THE TASK ▸
Nothing is needed except the lines below that run from the one with "position:absolute; left:21px; top:592px;" through the one with "display:grid; place-content:center; width:91px;", repeated exactly.

Stored items ▸
++++++++++
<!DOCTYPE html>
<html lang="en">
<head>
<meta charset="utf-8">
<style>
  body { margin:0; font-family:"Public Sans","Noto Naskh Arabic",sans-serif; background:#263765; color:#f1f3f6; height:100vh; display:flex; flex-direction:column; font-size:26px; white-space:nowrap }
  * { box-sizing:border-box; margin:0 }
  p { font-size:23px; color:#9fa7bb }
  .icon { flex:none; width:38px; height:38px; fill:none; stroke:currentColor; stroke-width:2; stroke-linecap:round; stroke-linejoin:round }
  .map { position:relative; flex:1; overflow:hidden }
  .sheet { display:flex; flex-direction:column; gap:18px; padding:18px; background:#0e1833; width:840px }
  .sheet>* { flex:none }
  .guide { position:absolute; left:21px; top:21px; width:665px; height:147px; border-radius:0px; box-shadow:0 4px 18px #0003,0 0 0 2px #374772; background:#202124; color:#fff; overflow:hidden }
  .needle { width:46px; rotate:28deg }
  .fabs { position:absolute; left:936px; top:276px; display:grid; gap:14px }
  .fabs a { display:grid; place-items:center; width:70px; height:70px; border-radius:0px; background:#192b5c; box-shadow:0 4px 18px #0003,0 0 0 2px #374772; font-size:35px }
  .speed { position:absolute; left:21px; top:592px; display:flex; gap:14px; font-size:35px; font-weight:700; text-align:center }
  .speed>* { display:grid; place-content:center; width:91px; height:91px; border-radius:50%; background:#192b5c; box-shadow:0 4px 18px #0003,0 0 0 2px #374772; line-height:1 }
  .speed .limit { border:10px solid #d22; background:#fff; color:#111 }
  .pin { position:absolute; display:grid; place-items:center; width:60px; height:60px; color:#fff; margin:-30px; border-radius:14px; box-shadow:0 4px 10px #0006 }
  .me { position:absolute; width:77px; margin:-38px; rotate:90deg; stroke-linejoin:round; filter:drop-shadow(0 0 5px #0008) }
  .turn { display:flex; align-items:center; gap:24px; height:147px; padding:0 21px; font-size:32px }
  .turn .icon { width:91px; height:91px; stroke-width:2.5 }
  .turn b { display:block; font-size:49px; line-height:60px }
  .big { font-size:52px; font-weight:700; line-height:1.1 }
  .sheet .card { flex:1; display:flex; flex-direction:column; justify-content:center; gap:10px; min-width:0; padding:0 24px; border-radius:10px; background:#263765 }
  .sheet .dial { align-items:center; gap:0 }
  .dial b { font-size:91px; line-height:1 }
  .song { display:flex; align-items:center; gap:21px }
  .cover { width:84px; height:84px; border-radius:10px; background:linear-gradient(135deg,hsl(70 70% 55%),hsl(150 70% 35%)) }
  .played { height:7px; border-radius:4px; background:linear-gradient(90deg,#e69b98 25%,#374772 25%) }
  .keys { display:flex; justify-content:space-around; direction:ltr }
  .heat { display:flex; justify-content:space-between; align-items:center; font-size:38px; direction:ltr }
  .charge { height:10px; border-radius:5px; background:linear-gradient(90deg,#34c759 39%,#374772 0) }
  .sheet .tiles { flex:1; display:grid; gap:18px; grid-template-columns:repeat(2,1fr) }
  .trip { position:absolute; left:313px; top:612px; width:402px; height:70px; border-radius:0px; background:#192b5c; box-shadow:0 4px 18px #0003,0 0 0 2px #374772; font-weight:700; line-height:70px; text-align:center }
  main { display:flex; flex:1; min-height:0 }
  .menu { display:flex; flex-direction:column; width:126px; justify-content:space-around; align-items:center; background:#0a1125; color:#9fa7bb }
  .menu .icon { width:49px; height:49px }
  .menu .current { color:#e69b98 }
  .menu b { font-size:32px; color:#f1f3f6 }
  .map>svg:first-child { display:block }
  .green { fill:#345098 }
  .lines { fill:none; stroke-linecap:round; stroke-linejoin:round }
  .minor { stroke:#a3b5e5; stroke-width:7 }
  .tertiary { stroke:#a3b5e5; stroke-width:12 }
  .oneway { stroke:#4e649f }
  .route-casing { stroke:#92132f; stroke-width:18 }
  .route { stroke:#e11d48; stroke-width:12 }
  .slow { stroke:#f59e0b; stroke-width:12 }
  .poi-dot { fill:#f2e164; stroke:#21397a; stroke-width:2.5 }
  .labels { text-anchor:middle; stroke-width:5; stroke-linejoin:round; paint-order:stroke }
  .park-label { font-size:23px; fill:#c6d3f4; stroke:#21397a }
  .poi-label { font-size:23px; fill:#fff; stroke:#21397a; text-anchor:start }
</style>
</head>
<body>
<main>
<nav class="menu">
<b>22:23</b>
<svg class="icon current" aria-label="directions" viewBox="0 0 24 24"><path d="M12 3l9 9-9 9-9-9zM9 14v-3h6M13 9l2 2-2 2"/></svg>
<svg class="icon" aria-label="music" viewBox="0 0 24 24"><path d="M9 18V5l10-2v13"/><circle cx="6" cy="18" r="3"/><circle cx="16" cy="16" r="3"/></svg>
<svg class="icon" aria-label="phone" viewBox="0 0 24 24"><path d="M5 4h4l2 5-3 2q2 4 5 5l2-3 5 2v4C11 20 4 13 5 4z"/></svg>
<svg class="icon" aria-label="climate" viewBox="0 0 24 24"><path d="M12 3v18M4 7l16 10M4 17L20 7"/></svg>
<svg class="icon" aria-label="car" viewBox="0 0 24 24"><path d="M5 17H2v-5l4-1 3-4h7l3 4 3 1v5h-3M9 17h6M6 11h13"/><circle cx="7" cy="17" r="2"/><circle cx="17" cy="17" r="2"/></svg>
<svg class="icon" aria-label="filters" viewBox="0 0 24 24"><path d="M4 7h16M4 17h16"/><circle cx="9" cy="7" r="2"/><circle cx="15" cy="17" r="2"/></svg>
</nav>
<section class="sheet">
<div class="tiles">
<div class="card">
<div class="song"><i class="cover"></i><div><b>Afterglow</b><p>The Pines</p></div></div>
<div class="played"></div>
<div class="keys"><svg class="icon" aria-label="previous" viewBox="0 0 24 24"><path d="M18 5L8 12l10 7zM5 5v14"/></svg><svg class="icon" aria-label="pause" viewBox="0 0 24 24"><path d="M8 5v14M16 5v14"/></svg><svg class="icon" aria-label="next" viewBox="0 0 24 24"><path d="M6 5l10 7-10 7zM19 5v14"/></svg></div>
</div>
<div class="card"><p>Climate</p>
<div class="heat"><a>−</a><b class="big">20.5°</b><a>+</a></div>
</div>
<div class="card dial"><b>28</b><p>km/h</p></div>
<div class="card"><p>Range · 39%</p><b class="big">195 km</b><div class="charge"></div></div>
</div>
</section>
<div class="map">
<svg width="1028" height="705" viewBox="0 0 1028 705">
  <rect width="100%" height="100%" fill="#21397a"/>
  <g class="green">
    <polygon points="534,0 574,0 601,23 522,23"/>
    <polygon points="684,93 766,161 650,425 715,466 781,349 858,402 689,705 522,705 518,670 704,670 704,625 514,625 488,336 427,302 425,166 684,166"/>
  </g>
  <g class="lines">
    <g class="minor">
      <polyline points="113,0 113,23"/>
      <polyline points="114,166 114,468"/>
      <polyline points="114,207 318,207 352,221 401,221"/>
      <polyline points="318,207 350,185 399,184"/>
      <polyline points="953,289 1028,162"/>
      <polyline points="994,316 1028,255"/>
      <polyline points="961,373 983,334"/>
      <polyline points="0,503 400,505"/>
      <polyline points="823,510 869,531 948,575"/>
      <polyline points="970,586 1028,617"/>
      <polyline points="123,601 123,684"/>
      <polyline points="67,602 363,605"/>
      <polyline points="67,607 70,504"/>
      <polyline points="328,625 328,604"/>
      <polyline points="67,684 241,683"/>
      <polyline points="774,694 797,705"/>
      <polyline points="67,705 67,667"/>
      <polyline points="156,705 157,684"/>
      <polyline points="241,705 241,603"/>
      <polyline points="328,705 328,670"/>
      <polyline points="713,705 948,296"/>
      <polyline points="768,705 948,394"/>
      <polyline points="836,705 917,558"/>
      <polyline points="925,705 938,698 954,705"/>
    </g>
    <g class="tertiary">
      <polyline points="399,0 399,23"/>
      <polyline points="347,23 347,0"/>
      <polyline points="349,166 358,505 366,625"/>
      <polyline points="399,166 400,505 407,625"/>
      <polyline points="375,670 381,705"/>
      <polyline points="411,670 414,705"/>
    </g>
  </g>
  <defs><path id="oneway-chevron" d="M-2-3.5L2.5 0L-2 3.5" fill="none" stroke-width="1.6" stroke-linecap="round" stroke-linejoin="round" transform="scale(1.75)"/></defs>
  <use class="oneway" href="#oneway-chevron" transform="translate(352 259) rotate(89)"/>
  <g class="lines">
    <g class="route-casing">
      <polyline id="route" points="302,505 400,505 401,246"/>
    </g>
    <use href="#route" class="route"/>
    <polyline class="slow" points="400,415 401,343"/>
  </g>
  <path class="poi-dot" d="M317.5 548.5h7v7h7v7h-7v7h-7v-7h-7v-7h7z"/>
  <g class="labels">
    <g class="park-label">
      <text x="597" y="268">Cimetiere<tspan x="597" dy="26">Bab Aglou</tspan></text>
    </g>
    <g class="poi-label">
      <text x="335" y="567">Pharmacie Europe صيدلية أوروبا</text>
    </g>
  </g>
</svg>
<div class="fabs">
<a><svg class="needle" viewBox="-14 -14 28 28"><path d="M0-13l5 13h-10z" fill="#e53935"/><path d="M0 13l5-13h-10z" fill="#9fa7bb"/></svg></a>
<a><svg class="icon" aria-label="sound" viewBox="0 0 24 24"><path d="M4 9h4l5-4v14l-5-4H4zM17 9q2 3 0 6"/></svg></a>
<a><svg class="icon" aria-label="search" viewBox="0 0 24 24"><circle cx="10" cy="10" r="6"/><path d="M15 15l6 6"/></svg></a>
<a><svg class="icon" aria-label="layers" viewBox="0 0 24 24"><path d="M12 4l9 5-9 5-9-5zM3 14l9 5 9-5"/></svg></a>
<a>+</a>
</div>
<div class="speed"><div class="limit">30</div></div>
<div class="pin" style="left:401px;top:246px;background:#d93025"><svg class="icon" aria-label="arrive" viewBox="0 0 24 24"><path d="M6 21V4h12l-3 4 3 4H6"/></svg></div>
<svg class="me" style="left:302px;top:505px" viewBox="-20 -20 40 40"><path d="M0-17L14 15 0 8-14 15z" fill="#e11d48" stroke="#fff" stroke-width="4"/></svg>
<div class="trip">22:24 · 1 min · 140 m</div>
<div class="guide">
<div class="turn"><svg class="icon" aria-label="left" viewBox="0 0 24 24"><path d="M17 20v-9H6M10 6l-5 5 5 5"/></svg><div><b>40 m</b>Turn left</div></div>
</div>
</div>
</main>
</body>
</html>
++++++++++
EXPECTED OUTPUT ▸
  .speed { position:absolute; left:21px; top:592px; display:flex; gap:14px; font-size:35px; font-weight:700; text-align:center }
  .speed>* { display:grid; place-content:center; width:91px; height:91px; border-radius:50%; background:#192b5c; box-shadow:0 4px 18px #0003,0 0 0 2px #374772; line-height:1 }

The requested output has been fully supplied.